Going Deeper with Post-Clouds

Since a lot of people seemed to enjoy the TweetClouds as Windows of the Soul meme, I thought this bit of serendipity snagged from some tweeted link might interest you as well. It might even have some classroom use as a reflective tool for student bloggers.

It’s called TagCrowd. In a nutshell, it takes any text and creates a tag cloud based on the text’s word frequency.

I decided to make a Tag Crowd of all posts on this blog for this month of April. I think I’ll make it an end-of-month ritual from now on. It will serve as a visual snapshot of my month’s obsessions. So here’s

April ‘08 on Beyond School*:

Tag Crowd April 08

–at a glance, I can see this was the month of Ali, Lolita, Project Global Cooling, Diigo, Speech v. Talking, Twitter, and a Debate about Writing. That pretty much sums April up. Kind of cool. (What would REALLY be cool is feeding all posts and comments from an entire blog, but I know of no easy way to generate a text doc from an XML export. Anybody?)

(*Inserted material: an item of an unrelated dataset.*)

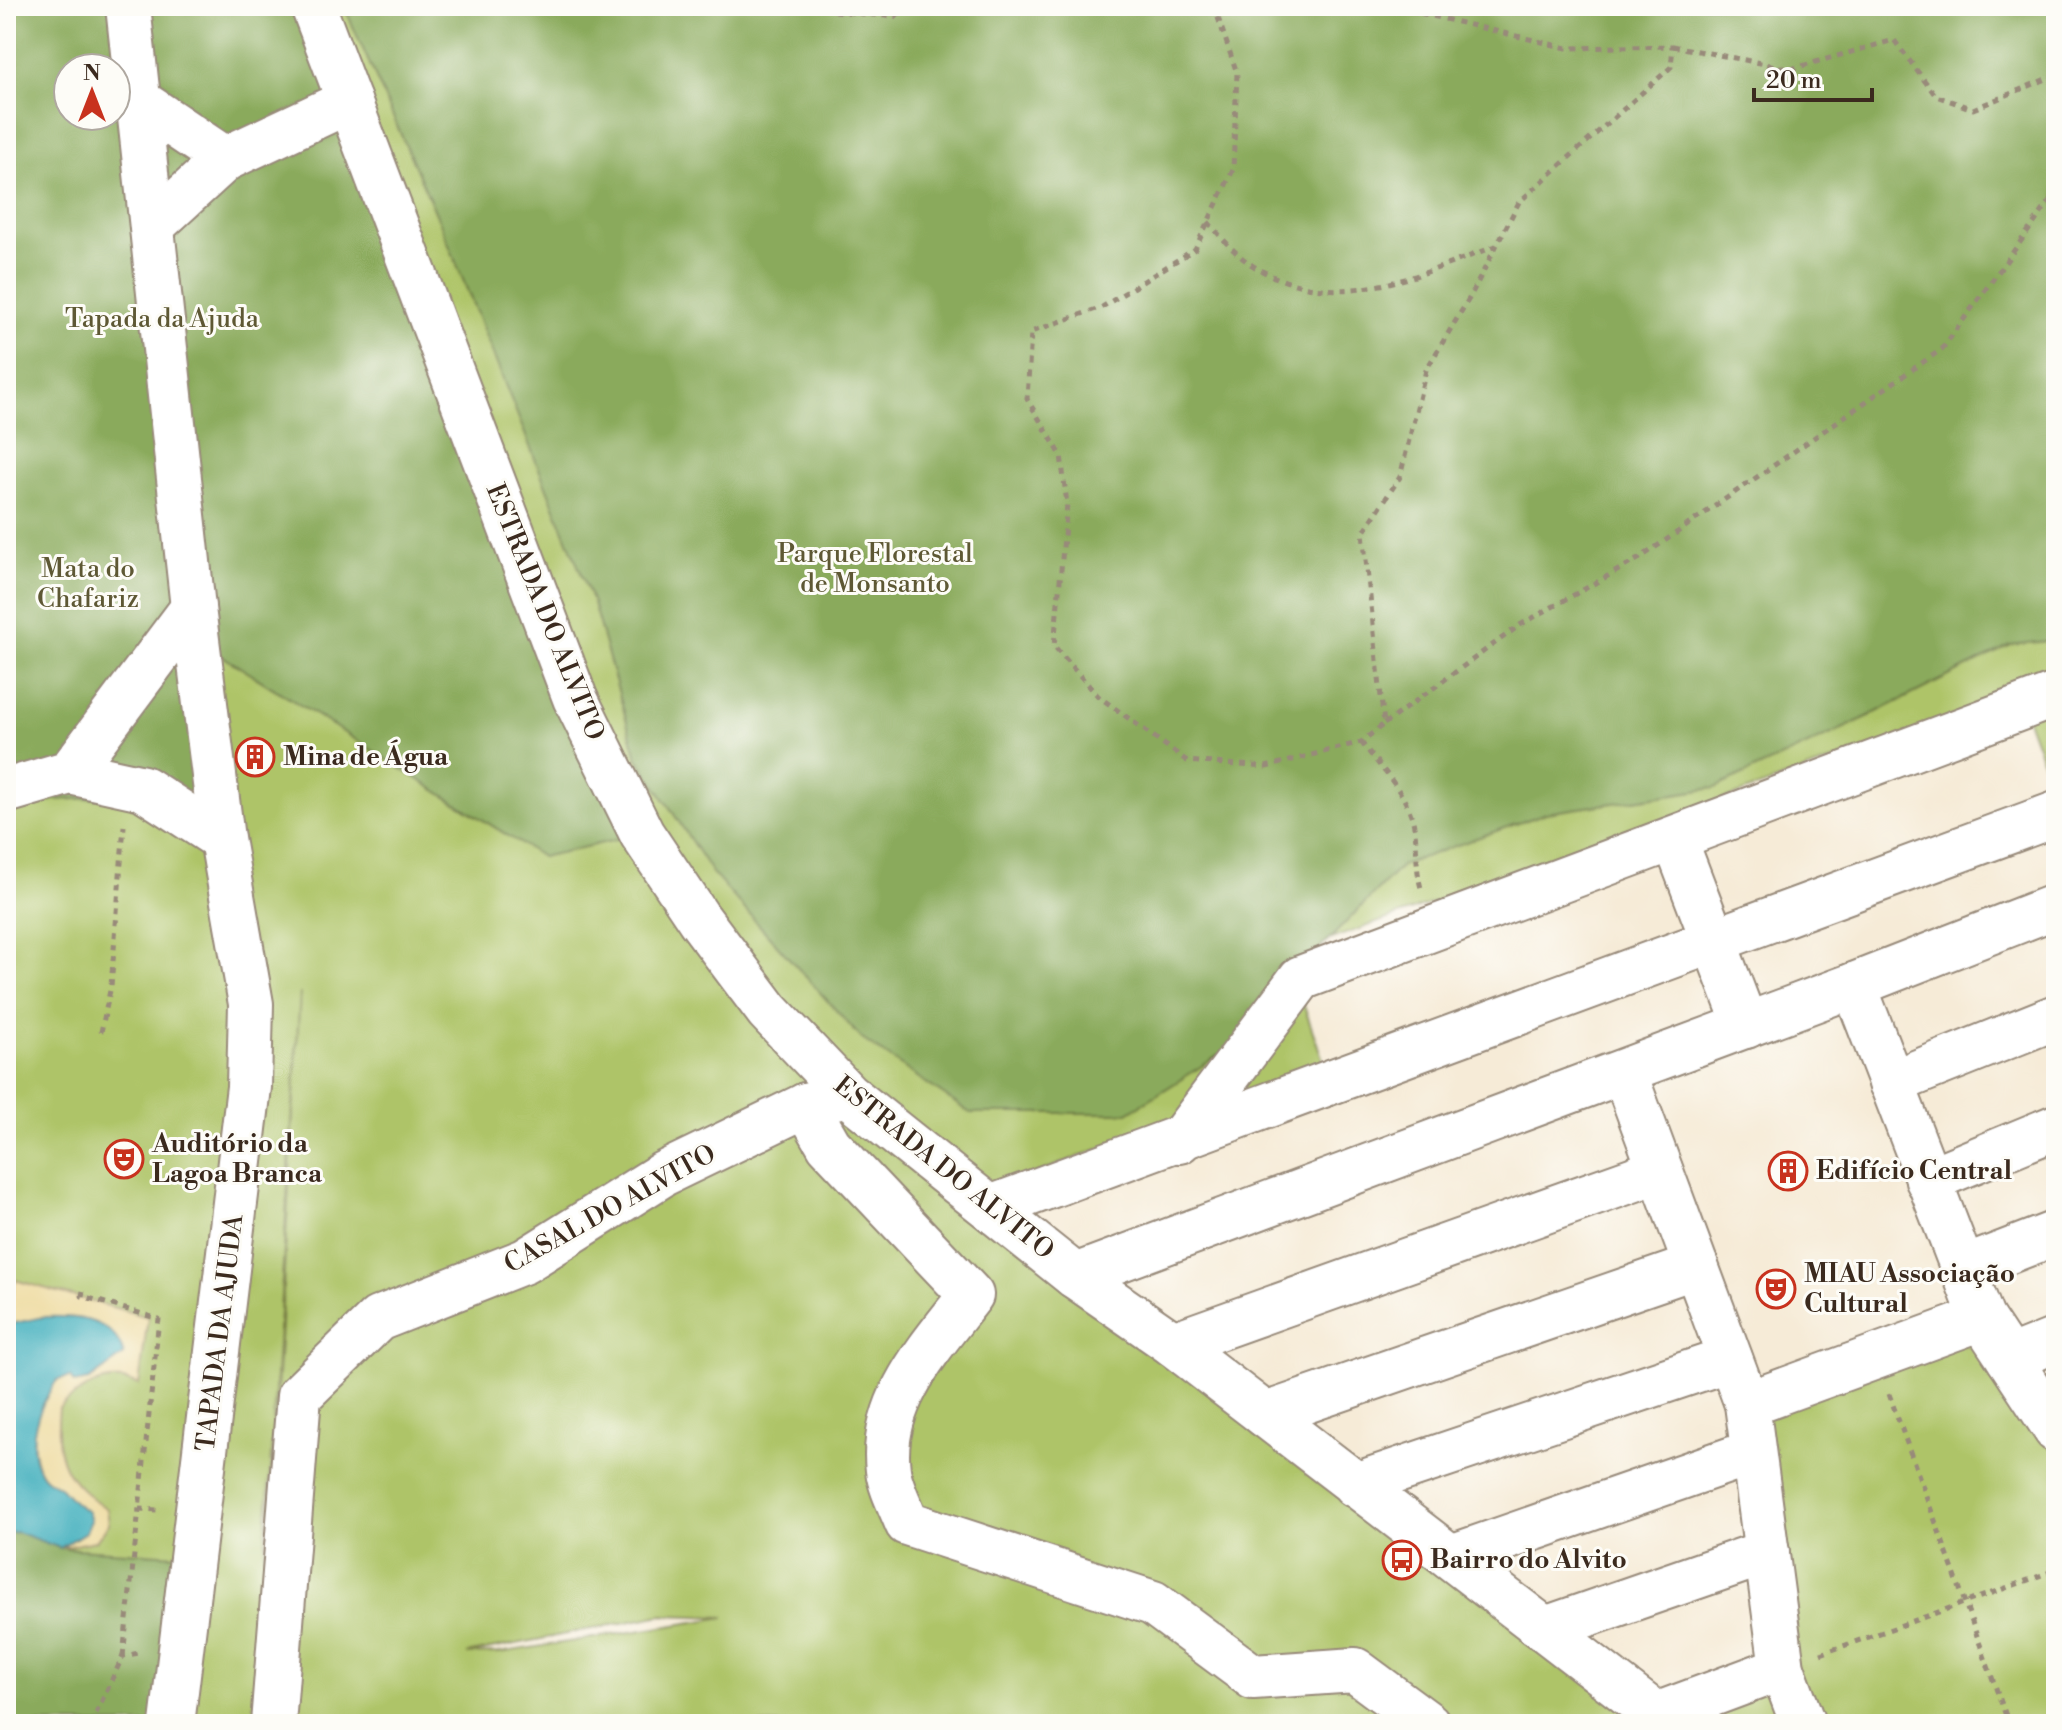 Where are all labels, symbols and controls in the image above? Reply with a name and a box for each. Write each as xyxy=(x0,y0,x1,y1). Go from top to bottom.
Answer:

The site suggests more uses - including educational ones - here:

TagCrowd is taking tag clouds far beyond their original function:

The list goes on and continues to grow.

Update: Here’s that novel, complete 100-odd pages of text (but see Adrienne’s comment for a better idea).

af tagcrowd

It’s a voluntary meme, like the last one. No poetry involved.

*FYI: I couldn’t get the embed code to work on WP 2.5, so I just took a screenshot.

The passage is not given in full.